Task to complete: Using the records below, filter out every line that lacks "نوبهار" and copy the rest.

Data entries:
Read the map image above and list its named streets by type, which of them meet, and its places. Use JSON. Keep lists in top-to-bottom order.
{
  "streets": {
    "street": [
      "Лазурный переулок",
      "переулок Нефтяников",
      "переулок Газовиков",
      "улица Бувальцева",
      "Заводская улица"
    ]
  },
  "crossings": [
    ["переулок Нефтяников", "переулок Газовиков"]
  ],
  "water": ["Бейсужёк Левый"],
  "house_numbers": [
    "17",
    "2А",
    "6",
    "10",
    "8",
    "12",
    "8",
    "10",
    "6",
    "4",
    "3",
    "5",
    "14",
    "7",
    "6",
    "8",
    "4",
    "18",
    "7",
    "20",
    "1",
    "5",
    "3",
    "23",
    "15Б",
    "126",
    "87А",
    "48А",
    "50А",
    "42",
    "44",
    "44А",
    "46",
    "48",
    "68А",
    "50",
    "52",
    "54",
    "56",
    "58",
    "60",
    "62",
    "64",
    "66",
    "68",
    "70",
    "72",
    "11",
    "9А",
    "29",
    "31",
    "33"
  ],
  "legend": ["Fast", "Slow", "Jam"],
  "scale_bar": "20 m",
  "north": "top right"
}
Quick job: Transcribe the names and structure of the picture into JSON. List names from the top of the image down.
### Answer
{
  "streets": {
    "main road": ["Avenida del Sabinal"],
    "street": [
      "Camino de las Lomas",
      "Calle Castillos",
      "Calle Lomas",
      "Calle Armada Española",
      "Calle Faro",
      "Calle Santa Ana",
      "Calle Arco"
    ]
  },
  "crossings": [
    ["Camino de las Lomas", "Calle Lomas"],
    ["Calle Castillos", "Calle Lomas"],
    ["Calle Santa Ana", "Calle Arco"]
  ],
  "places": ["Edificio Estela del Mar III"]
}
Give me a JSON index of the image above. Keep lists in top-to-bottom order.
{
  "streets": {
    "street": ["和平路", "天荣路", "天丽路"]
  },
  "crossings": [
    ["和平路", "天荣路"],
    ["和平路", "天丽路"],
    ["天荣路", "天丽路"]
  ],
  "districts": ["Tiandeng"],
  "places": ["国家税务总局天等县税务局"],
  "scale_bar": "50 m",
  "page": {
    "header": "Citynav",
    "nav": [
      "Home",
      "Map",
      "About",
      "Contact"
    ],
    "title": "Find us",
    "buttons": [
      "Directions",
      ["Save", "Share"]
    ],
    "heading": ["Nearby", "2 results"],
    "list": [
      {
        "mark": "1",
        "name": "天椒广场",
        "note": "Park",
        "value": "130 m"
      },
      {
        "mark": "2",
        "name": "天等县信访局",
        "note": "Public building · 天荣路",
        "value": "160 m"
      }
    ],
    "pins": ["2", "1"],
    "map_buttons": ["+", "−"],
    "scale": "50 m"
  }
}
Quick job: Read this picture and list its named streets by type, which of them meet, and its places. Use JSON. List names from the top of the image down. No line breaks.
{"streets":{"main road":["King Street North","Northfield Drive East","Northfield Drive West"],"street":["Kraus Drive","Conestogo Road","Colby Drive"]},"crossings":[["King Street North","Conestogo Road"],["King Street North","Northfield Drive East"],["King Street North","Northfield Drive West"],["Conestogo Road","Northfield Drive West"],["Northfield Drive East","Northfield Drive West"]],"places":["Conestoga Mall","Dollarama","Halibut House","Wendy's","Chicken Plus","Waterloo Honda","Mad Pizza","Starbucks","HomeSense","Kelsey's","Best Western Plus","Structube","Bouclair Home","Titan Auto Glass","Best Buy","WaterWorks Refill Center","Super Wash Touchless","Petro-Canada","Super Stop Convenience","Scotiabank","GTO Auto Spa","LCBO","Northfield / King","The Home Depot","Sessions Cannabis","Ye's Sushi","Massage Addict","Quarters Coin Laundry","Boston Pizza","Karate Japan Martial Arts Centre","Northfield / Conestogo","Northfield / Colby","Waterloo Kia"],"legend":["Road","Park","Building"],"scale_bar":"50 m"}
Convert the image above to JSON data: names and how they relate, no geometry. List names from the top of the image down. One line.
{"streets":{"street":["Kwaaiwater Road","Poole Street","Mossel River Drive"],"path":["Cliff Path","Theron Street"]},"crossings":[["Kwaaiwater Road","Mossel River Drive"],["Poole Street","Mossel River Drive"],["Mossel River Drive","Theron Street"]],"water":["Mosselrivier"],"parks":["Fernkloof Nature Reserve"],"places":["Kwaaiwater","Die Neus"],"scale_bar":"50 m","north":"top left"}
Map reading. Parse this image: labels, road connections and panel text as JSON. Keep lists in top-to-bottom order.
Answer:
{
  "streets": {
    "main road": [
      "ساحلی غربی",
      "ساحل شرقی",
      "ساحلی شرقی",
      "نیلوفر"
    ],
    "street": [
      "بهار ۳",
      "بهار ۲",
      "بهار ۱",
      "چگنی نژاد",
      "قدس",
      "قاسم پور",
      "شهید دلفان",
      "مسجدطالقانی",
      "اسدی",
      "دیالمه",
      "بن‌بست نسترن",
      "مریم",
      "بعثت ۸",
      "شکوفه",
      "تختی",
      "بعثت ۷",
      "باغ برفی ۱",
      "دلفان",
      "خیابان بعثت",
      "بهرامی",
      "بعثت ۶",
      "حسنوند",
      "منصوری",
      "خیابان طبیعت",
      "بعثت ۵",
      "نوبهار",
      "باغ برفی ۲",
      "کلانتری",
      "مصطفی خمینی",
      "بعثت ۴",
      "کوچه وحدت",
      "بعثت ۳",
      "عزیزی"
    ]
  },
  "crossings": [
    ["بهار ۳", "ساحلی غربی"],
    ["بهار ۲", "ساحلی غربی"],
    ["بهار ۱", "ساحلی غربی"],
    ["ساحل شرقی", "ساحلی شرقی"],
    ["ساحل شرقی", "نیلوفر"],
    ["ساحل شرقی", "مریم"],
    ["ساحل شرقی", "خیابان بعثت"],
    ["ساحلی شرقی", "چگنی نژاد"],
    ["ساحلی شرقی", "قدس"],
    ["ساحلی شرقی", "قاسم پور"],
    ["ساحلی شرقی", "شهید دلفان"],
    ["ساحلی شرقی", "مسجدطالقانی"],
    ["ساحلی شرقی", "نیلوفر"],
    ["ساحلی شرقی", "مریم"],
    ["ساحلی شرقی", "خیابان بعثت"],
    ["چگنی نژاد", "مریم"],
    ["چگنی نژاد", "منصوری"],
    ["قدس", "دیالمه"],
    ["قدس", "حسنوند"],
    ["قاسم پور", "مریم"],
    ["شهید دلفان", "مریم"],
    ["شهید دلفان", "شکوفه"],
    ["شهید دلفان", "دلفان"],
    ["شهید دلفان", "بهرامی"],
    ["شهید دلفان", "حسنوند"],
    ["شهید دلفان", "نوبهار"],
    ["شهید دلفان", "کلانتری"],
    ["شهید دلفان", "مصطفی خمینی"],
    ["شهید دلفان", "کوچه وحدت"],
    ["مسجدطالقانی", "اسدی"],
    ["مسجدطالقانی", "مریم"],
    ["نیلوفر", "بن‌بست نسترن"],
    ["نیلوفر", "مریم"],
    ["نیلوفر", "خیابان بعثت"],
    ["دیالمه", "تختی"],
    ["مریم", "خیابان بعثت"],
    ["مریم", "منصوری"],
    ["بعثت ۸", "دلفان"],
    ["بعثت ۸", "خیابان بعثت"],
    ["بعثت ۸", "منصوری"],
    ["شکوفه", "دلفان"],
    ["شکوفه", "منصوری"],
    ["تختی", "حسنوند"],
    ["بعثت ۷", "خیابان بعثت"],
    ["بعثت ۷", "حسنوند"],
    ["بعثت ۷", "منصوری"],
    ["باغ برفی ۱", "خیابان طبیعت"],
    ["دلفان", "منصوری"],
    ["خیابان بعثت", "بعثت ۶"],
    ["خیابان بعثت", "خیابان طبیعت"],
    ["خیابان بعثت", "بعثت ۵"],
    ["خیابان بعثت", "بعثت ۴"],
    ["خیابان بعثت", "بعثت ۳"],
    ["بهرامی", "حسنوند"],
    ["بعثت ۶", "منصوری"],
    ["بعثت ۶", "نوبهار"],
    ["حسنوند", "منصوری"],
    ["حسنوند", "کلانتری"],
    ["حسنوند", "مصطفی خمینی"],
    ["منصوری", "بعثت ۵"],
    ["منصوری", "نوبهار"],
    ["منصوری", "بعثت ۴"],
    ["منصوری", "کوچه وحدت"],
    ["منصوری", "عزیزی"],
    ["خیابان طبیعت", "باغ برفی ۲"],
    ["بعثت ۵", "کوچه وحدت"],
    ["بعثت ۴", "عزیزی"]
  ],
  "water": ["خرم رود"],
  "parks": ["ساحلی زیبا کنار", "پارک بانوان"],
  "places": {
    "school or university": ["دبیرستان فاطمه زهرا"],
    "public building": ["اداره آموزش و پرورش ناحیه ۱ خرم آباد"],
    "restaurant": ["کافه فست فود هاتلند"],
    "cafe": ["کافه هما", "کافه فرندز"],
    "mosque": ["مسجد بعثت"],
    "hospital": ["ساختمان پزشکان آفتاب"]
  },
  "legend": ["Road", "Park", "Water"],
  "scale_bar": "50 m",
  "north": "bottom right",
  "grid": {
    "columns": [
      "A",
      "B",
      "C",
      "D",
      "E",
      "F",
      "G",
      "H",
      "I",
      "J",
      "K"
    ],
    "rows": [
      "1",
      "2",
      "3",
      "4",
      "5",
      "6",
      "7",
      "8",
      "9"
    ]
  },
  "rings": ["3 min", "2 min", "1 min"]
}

Your solution:
      "نوبهار",
    ["شهید دلفان", "نوبهار"],
    ["بعثت ۶", "نوبهار"],
    ["منصوری", "نوبهار"],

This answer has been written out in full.